Warners have included what I presume to be the same Dolby Atmos mix as on the standard Blu-ray, so I’ll quote my comments from that review: ”Audio-wise we're given a lossless Dolby Atmos track, played back in 'mere' 7.1 TrueHD for the purposes of this review. Surround information is plentiful as concrete cracks and clatters around you, broken pipes drip drip drip and glass is sent tinkling in every direction, with bass being ladled on in copious amounts. And it's not just the big set-pieces that impress as there are subtler effects too, like being in the basement of a building in its death throes as it groans and creaks in some far-off corner. Dialogue reproduction is clean and sharp, and is intelligible across the width of the sound stage during even the most hectic scenes. The music occupies the speakers front and back, and although it takes a back seat to the biggest bouts of sonic carnage it comes through well enough during the most emotional beats”.

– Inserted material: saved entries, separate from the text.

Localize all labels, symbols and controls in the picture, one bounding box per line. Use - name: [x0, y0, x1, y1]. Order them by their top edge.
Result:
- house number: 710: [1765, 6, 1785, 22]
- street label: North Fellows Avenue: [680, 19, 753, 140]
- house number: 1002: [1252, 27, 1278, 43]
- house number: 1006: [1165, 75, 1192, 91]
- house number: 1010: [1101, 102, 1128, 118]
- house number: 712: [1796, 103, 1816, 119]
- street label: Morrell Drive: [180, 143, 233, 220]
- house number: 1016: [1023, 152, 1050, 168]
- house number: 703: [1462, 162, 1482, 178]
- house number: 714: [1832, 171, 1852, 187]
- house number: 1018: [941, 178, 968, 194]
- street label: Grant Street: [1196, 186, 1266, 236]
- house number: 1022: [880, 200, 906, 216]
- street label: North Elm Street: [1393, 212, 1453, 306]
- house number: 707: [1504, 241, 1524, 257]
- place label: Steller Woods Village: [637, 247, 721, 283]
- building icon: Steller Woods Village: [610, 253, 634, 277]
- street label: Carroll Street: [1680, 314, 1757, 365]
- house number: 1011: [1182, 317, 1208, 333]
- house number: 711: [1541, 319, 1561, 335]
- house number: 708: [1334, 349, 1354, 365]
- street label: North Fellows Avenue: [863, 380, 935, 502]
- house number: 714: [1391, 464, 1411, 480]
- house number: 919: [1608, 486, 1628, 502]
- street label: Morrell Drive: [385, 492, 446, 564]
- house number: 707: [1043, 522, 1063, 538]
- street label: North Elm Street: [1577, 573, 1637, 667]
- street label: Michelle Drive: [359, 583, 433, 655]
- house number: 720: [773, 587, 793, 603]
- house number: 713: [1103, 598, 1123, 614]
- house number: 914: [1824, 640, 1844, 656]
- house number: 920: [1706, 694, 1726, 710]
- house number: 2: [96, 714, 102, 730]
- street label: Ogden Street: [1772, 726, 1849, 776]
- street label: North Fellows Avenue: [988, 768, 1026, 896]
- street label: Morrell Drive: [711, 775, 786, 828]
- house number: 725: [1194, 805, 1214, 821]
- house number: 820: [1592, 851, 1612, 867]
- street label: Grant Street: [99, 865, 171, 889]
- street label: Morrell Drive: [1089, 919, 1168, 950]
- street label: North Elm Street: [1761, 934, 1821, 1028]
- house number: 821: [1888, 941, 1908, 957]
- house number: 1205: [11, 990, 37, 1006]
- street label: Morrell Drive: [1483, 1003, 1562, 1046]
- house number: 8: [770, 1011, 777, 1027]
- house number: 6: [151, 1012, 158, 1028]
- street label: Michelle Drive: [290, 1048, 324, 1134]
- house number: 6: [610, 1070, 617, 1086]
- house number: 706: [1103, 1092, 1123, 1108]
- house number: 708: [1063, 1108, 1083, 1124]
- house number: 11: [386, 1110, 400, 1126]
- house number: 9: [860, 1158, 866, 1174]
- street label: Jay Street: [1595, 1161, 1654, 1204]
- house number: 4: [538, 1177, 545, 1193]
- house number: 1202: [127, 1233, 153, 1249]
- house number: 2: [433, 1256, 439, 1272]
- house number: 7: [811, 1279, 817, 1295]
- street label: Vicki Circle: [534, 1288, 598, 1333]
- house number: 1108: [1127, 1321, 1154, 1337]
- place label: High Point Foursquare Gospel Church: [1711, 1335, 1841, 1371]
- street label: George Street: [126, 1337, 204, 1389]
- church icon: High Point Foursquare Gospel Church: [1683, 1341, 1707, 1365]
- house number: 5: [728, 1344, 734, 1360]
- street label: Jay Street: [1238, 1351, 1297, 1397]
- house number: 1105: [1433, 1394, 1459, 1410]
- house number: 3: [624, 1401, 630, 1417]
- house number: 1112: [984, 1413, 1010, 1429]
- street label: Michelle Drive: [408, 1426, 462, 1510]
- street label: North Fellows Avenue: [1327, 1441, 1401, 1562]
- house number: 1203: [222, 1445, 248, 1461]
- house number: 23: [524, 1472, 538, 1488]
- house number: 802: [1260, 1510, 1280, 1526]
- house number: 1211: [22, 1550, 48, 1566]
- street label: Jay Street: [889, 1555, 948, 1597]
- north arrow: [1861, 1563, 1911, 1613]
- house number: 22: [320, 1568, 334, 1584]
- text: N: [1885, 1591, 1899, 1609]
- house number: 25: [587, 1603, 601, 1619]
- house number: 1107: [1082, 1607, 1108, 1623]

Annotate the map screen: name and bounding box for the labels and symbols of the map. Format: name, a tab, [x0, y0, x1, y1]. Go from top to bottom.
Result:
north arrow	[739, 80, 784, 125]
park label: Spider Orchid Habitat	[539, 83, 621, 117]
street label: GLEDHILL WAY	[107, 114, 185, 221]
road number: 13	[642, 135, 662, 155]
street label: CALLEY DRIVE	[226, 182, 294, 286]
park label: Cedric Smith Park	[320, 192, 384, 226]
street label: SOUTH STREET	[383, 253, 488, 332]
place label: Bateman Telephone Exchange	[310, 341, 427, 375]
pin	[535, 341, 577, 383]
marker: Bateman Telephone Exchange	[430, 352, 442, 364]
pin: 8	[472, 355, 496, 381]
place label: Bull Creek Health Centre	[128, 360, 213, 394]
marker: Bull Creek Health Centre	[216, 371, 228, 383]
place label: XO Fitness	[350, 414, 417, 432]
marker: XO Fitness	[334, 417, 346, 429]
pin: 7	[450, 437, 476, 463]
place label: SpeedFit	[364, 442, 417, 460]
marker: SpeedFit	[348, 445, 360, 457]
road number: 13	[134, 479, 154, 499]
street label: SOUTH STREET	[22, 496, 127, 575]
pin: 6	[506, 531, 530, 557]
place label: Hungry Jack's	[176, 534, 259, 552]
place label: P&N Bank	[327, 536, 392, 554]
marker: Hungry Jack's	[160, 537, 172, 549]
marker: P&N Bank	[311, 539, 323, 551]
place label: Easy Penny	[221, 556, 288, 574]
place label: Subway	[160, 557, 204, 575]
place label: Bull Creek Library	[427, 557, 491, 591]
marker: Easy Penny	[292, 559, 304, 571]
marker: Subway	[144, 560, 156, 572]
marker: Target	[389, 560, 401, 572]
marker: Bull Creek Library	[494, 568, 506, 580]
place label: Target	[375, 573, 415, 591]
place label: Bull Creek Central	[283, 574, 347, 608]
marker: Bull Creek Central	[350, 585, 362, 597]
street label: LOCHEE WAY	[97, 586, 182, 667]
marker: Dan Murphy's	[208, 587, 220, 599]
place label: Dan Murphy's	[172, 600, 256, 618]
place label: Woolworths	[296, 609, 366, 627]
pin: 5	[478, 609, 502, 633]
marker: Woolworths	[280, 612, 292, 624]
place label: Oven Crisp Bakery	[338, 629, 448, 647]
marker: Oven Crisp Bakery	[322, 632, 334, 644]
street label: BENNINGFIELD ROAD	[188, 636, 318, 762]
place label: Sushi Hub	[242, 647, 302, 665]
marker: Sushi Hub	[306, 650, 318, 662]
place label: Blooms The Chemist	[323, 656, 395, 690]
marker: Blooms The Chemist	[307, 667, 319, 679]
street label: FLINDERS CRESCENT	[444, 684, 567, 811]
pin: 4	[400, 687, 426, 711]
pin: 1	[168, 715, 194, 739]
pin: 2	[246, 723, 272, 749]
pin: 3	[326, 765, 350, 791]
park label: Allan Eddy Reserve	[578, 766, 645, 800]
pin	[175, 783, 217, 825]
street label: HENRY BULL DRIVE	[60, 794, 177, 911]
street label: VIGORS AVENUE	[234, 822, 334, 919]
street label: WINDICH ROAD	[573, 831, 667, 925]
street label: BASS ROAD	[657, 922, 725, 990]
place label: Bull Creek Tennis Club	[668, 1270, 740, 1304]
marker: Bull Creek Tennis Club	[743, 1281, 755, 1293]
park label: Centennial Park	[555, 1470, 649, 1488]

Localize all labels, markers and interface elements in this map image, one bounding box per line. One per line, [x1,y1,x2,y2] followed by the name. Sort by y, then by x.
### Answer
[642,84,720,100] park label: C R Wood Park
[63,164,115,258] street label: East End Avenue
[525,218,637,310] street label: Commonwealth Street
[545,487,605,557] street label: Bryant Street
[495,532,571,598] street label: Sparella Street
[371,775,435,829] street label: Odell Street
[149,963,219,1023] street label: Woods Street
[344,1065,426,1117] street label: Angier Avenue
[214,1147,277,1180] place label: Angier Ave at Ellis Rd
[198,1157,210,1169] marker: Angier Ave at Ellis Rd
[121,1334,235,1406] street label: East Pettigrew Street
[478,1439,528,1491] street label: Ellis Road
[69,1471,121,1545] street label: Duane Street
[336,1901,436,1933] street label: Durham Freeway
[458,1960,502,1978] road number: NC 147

As is quickly becoming customary for these UHD discs it carries no extras, instead it’s left to the included 2D Blu-ray to cover that so I’ll quote myself again: “The extras might look like they amount to a lot but it's mostly standard promo fluff. Scoring the Quake is a short 6 minute piece about the composition of the music score. Dwayne Johnson to the Rescue spends 9 minutes looking at some of the physical challenges involved with the making of the film. San Andreas: The Real Fault Line is much the same, running for 6 minutes. The Gag Reel is 82 seconds of flubs with the Stunt Reel being a headache-inducing 3-minute edit of the stunt crew's rehearsals. Then there's just under 5 minutes of Deleted Scenes with optional commentary from Peyton where he basically says the same thing over and over again: nice scene, wasn't essential, had to cut it for pace. Peyton's commentary for the main movie is excellent however, as he keeps up a constant pace and reels off plenty of interesting insights”.
San Andreas on UHD is a terrific early example of what the fledgling format can do, with picture quality that improves on the regular Blu-ray in every respect. The film itself is an acquired taste, but this fan is suitably impressed with the UHD upgrade.